In chapter 83 of the third book of his Poetices libri Septem, Scaliger launches a severe attack on Erasmus’s definition of a proverb, without even mentioning the name of the Dutch humanist: “grammatici, idest Donatus et is Gracculus qui Donati adducit definitionem, aeque ineptiunt.” Its modern editor, Luc Deitz, has silently corrected “Gracculus” to “Graeculus”, and translated disparagingly: “jenes Griechlein”.
The capitalization of the word “Gracculus” and the presence double “c” in the 1561 edition might have played a role in Deitz’s editorial decision, but much more important, no doubt, were Scaliger’s previous remarks, accusing Erasmus of philhellenism to the detriment of Latin.
In a recent contribution Ari Wesseling drew attention to this unnecessary emendation, and supposed that Scaliger, in calling Erasmus “gracculus”, was alluding to the proverb “nihil graculo cum fidibus” (“an ignorant crow has nothing to do with poetry”), and that Scaliger thus referred to Erasmus as an ignorant crow.
Another solution, however, seems to commend itself, as being more appropriate and also more in accordance with Scaliger’s description of Erasmus on other occasions. In the same chapter under discussion, for instance, Scaliger wrote of Erasmus: “quibus ille, quemadmodum in omnibus suis scriptis solet… satagens coacervator nullo apposito iudicio…”. Obviously Scaliger regarded Erasmus as a man who had only brought together a lot of material, confining himself to the repetition of other authors, without ever expressing a judgment of his own. And in his first oration against Erasmus (1531) he had already addressed him as “vetule psittace” (“old parrot”).
Following this line it seems obvious that Scaliger, rather than presenting Erasmus as an ignorant crow, wanted to stress the fact that Erasmus’s work for the most part was no more than a patchwork, and that he was showing off by plagiarizing other people’s writings. That is exactly the theme of one of the most famous fables present in Phaedrus’s Fabulae Aesopiae. The third fable of the first book indeed is entitled: “Graculus superbus et pavo”, and tells the story of the vainglorious jackdaw who decks himself out in borrowed plumes.

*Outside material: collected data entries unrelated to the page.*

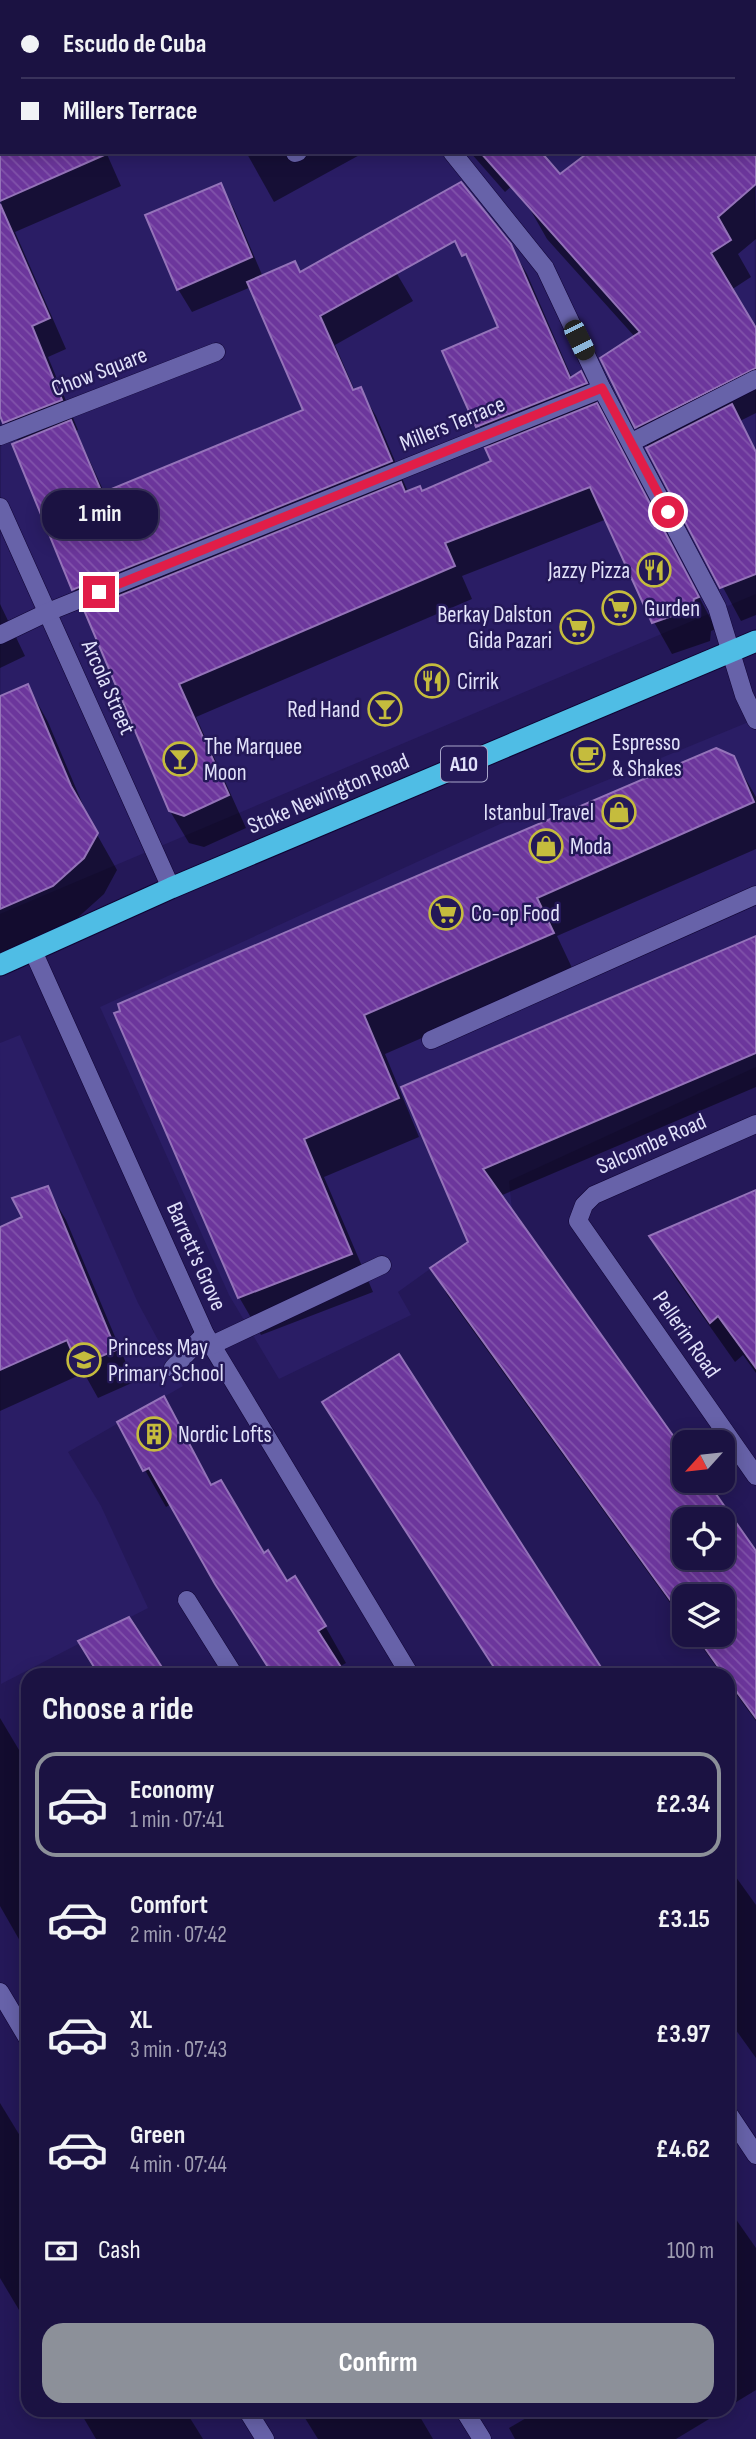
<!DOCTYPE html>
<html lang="en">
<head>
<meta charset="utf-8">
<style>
	body { margin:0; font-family:"Sofia Sans Condensed",sans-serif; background:#28204d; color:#f1f3f6; height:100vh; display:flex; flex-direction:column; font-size:26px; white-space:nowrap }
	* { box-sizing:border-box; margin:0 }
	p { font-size:23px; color:#a09eb2 }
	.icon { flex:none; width:38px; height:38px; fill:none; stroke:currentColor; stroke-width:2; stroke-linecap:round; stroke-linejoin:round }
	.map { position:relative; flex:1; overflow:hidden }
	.drawer { position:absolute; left:21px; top:1668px; width:714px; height:749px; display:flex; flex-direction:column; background:#1b1242; border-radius:21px; box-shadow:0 4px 18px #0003,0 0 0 2px #39325b }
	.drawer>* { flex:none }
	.hud { position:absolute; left:0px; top:0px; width:756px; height:154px; box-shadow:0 4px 18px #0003,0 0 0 2px #39325b; display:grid; align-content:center; height:154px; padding:0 21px; background:#1b1242 }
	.needle { width:46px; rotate:243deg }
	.tools { position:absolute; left:672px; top:1430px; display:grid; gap:14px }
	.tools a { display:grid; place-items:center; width:63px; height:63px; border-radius:14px; background:#1b1242; box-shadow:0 4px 18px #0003,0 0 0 2px #39325b; font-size:35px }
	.end { position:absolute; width:32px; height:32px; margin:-16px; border:9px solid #e11d48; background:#fff; box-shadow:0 0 0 4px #fff }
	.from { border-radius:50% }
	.bubble { position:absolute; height:49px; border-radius:21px; background:#1b1242; box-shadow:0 4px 18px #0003,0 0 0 2px #39325b; font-size:23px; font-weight:700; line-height:49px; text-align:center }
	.car { position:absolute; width:21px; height:42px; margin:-21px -10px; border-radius:9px; box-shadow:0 0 5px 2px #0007; background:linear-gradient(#222 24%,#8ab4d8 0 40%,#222 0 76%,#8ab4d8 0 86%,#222 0) }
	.hud b { display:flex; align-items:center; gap:24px; height:66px; font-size:26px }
	.hud b+b { border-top:2px solid #39325b }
	.hud i { width:18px; height:18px; background:#f1f3f6 }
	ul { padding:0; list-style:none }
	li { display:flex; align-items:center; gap:21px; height:105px; margin:0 14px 10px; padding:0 7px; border:4px solid transparent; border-radius:21px }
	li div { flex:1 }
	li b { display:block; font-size:26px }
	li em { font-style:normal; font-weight:700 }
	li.active { border-color:#8c9099 }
	li>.icon { width:63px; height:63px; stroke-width:1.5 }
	h2 { padding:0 21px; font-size:32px; line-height:84px }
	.pay { display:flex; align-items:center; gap:18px; height:77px; padding:0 21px; font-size:26px }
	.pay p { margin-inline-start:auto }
	.primary-button { display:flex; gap:14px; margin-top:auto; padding:14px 21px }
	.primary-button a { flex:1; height:80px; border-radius:21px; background:#8c9099; color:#fff; font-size:28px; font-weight:700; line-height:80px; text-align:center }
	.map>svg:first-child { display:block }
	.built { fill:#2a1d65 }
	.shadow { fill:#0007; fill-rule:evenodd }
	.building { fill:url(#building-back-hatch); stroke:#9473b9; stroke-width:2; fill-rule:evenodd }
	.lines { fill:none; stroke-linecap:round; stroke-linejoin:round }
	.minor-casing { stroke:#0f0332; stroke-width:19 }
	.highway-casing { stroke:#0f0332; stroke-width:23 }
	.minor { stroke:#6762a9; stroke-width:18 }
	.highway { stroke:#4fbde5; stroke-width:21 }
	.route { stroke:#e11d48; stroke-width:9 }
	.labels { text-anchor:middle; stroke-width:5; stroke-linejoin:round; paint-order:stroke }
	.shield { fill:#241858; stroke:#a8a5c9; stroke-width:2 }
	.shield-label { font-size:21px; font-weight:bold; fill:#e1e1fa }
	.street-label { font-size:23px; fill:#e1e1fa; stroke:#241858 }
	.poi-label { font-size:23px; fill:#e1e1fa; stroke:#241858; text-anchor:start }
</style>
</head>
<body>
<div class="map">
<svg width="756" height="2439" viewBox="0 0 756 2439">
	<defs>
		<pattern id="building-back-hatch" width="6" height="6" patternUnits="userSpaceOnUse" patternTransform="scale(1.75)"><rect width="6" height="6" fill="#6c369c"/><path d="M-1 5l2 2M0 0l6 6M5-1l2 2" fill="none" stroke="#8153ab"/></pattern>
	</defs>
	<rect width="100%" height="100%" fill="#241858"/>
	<!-- built -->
	<g class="built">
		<path d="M76,0H710L712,2H75Z"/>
		<path d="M2,44V152H754V52L756,594L0,914Z"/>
		<path d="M756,719V1067L509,1181L512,1210L398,1292L411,1315L279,1379L229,1295L100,1007L500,824Z"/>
		<path d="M20,1035L138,1303L183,1386L68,1452L101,1506L148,1608L1,1684L0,1043Z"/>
	</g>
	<!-- shadow -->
	<g class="shadow">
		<path d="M0,0H67L2,2L0,69Z"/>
		<path d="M250,0H672L673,2H248Z"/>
		<path d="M754,86L756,239L738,254L751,277L731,290L756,332V413L740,421L756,450V615L741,621L637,427L635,337L547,239L526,202L754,152Z"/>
		<path d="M2,114V152H106L121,186L15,232L66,349L48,357L78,430L76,431L105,494L305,411L251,287L192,312L178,289L220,185L234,209L263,277L301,274L366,237L397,274L413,301L335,345L355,391L360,389L376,416L408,492L422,493L493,462L490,448L445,352L500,328L510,245L527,274L572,378L580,373L596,401L716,629L711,631L710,641L672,654L654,622L607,519L462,576L472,599L196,717L246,828L204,847L189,843L170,811L87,613L74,589L19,443L0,406Z"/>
		<path d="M246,152H365L274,202Z"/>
		<path d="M470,152H550L505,192Z"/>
		<path d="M0,604L25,656L0,668Z"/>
		<path d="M28,686L48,722L91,824L117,870L104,894L74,921L0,953V698Z"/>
		<path d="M733,757L756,797V849L557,936L574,972L385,1054L419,1137L324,1177L373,1292L261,1335L239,1297L116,1014Z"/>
		<path d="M756,938V1087L500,1196L684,1454V1480H703L756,1554V1721L728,1683V1675H722L693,1634H723V1596H684V1622L448,1296L433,1269L470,1242L403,1088ZM684,1519H723V1558H684Z"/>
		<path d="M47,1188L66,1220L134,1382L98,1398L84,1373L0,1411V1229L24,1218Z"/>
		<path d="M756,1192V1373L743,1355L735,1362L675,1277L651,1237Z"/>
		<path d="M164,1398L212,1487L263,1555L325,1626L346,1663L339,1667L171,1504L166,1507L145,1470Z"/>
		<path d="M0,1718L28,1765V1955L0,1906Z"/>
		<path d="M728,1866L756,1905V2058L728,2019Z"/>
		<path d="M0,2103L28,2149V2325L0,2278Z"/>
		<path d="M728,2208L756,2248V2390L728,2407Z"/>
		<path d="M79,2410H185L203,2439H96Z"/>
		<path d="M300,2410H416L433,2439H318Z"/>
		<path d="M540,2410H724L676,2439H515L509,2428Z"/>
	</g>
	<!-- building -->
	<g class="building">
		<path d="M0,152H111L0,201Z"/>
		<path d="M480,152H541L560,174L589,152H756V184L718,217L731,240L711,253L756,328V368L635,428L600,358L640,332Z"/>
		<path d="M461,182L511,244L570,378L581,371L587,383L476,427L442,351L498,327L466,254L462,256L455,241L320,316L353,390L361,387L392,461L72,590L12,444L71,420L102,493L303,410L247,282L295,261L300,272Z"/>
		<path d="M221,183L252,257L177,290L145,215Z"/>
		<path d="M0,204L50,318L32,326L62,400L3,423L0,416Z"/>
		<path d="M597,403L699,597L694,599L692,609L652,623L590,487L445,543L455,566L179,684L229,795L184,816L169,811L84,610L401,482L405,492L420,486L422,491L491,461L485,448Z"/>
		<path d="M732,404L756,452V574L720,588L646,448Z"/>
		<path d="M28,684L71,786L98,833L84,858L53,886L0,909V696Z"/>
		<path d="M716,748L734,756L754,802L537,898L554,933L364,1015L399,1098L304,1139L352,1254L238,1298L114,1013L120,1011L118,1004Z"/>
		<path d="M756,936V1053L483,1169L684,1451V1480H706L756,1551V1718L728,1680V1675H724L695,1634H723V1596H684V1619L430,1268L468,1242L401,1087ZM684,1519H723V1558H684Z"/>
		<path d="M48,1186L116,1350L78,1366L67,1340L0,1370V1227L22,1217L12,1198Z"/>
		<path d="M756,1190V1368L718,1316L710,1323L649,1236Z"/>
		<path d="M399,1354L606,1675H499L322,1402Z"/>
		<path d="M164,1396L211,1485L221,1480L264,1553L268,1550L287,1581L295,1576L326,1626L318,1631L346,1675H273L215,1584L149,1468L143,1471L117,1422Z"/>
		<path d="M129,1617L167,1675H99L78,1641Z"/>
	</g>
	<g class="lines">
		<defs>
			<g id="minor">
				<path d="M106,2L109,0"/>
				<path d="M0,64L2,63"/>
				<path d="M452,152L545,268L602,389L717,607L744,695L756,720"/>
				<path d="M295,153L298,152"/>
				<path d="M0,436L216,352"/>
				<path d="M632,442L756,379"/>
				<path d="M0,507L171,888"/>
				<path d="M0,635L48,612L602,389"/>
				<path d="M33,951L205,1334L410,1675"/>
				<path d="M431,1040L756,895"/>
				<path d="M756,1124L594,1195L584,1205L578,1221L756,1476"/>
				<path d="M212,1345L382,1265"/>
				<path d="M173,1368L205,1334"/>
				<path d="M187,1600L234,1675"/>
				<path d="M0,1992L28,2039"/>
				<path d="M728,2113L756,2155"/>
				<path d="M247,2410L265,2439"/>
				<path d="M464,2410L482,2439"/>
			</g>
			<path id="highway" d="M0,965L171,888L756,641"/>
		</defs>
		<!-- minor casing -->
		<use href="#minor" class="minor-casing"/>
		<!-- highway casing -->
		<use href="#highway" class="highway-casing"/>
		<!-- minor -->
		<use href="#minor" class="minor"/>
		<!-- highway -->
		<use href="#highway" class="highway"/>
	</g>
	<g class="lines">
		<!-- route -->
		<path class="route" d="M99,592L602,388L668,512"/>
	</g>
	<!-- icons -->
	<defs>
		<symbol id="restaurant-ring" viewBox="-11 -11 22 22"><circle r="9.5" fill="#241858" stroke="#c5bc3d" stroke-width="1.5"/><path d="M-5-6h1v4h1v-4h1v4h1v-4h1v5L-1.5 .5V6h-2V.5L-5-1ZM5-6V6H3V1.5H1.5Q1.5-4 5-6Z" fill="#c5bc3d"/></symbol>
		<symbol id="supermarket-ring" viewBox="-11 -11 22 22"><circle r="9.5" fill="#241858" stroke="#c5bc3d" stroke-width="1.5"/><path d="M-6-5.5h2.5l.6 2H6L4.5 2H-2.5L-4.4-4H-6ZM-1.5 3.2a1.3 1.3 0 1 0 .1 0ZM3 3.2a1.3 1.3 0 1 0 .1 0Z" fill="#c5bc3d"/></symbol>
		<symbol id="bar-ring" viewBox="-11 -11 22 22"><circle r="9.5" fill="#241858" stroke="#c5bc3d" stroke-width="1.5"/><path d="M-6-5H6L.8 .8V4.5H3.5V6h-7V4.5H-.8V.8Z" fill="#c5bc3d"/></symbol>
		<symbol id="cafe-ring" viewBox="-11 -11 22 22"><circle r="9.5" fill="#241858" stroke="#c5bc3d" stroke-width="1.5"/><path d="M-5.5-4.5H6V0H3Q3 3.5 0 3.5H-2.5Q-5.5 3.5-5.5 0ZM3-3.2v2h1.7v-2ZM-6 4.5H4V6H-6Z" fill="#c5bc3d"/></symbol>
		<symbol id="shop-ring" viewBox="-11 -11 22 22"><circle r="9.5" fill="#241858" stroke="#c5bc3d" stroke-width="1.5"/><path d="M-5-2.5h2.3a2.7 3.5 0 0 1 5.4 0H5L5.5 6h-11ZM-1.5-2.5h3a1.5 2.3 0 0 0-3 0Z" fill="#c5bc3d"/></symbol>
		<symbol id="school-ring" viewBox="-11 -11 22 22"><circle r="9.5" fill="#241858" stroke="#c5bc3d" stroke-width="1.5"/><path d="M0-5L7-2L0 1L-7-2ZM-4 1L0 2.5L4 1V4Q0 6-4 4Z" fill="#c5bc3d"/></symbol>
		<symbol id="building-ring" viewBox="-11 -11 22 22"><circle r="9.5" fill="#241858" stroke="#c5bc3d" stroke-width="1.5"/><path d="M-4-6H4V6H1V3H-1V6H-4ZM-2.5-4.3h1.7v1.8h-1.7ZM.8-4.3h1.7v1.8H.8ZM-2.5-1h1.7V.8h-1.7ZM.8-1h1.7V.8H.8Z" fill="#c5bc3d"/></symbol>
	</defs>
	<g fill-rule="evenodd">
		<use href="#restaurant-ring" x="635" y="551" width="38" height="38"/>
		<use href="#supermarket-ring" x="600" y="589" width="38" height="38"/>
		<use href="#supermarket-ring" x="558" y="608" width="38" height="38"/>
		<use href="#restaurant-ring" x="413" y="662" width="38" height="38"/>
		<use href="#bar-ring" x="366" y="690" width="38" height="38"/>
		<use href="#cafe-ring" x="569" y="736" width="38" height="38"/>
		<use href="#bar-ring" x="161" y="740" width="38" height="38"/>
		<use href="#shop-ring" x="600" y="793" width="38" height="38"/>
		<use href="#shop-ring" x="527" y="827" width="38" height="38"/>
		<use href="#supermarket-ring" x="427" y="894" width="38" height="38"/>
		<use href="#school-ring" x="65" y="1341" width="38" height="38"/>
		<use href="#building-ring" x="135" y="1415" width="38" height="38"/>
	</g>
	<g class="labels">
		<!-- shield labels -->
		<rect class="shield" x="441" y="746.5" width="46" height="35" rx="5"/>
		<g class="shield-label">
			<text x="464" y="771">A10</text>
		</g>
		<!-- street labels -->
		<g class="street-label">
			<text transform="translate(99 371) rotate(-21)" y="8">Chow Square</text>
			<text transform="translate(452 423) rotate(-22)" y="8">Millers Terrace</text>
			<text transform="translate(109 687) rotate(66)" y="8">Arcola Street</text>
			<text transform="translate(328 793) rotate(-23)" y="8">Stoke Newington Road</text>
			<text transform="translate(651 1143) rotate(-24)" y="8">Salcombe Road</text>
			<text transform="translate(197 1256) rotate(66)" y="8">Barrett's Grove</text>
			<text transform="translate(687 1334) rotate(55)" y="8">Pellerin Road</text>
		</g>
		<!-- poi labels -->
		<g class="poi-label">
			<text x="630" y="578" text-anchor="end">Jazzy Pizza</text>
			<text x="644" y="616">Gurden</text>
			<text x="552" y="622" text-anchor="end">Berkay Dalston<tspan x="552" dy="26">Gida Pazari</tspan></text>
			<text x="457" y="689">Cirrik</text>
			<text x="360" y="717" text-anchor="end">Red Hand</text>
			<text x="612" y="750">Espresso<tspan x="612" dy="26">&amp; Shakes</tspan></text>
			<text x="204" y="754">The Marquee<tspan x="204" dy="26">Moon</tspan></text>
			<text x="594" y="820" text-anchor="end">Istanbul Travel</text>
			<text x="570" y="854">Moda</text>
			<text x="471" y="921">Co-op Food</text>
			<text x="108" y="1355">Princess May<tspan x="108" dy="26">Primary School</tspan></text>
			<text x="178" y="1442">Nordic Lofts</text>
		</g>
	</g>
</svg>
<div class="tools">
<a><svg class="needle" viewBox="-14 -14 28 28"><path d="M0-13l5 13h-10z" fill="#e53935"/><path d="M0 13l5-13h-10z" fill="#a09eb2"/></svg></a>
<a><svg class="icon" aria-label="locate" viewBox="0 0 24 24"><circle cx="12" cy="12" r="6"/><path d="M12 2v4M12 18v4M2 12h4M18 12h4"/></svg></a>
<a><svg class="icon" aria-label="layers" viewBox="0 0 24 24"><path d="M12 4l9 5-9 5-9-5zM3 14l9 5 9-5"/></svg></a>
</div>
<i class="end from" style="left:668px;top:512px"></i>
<i class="end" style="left:99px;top:592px"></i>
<div class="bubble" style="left:42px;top:490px;width:116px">1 min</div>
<i class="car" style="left:579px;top:340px;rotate:154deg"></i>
<div class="hud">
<b><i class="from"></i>Escudo de Cuba</b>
<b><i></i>Millers Terrace</b>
</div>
<section class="drawer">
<h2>Choose a ride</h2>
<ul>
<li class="active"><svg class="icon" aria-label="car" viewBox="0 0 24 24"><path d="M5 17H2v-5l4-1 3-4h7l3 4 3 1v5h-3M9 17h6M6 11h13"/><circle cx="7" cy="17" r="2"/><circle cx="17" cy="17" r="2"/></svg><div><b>Economy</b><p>1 min · 07:41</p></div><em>£2.34</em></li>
<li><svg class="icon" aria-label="car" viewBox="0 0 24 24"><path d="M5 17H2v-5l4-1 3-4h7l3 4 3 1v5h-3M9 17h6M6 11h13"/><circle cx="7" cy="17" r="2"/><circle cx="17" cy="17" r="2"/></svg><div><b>Comfort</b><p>2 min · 07:42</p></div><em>£3.15</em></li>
<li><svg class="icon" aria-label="car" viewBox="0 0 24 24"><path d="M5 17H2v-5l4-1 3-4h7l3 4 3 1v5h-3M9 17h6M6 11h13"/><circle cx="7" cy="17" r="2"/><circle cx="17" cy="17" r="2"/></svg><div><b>XL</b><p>3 min · 07:43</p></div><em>£3.97</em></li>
<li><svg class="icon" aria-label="car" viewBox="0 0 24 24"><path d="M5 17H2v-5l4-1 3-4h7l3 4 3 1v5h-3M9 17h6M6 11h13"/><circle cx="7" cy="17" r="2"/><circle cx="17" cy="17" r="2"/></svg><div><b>Green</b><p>4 min · 07:44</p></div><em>£4.62</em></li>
</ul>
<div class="pay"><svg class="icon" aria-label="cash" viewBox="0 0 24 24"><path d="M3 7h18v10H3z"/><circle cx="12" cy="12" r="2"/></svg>Cash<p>100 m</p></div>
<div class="primary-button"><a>Confirm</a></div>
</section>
</div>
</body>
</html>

Although Phaedrus’s fables did not appear into print before 1596 (date of the editio princeps by Pierre Pithou), the were widely known through the prose paraphrases circulating during and after the Middle Ages, especially the “Aesopus Latinus” by Romulus. Erasmus himself, in discussing the adage “Aesopicus graculus” (adag. 2591 = ASD II, 6, p. 386) referred only to Pindar, Lucian and Horace, confining himself — as was his policy — almost exclusively to classical and biblical writings. We thus may conclude that Wesseling was correct in rejecting the emendation “Gracculus” into “Graeculus”, although not for the right reasons.

Gilbert Tournoy
Katholieke Universiteit Leuven
Seminarium Philologiae Humanisticae

Humanistica Lovaniensia, Volume 52, 2003, pp. 405-406.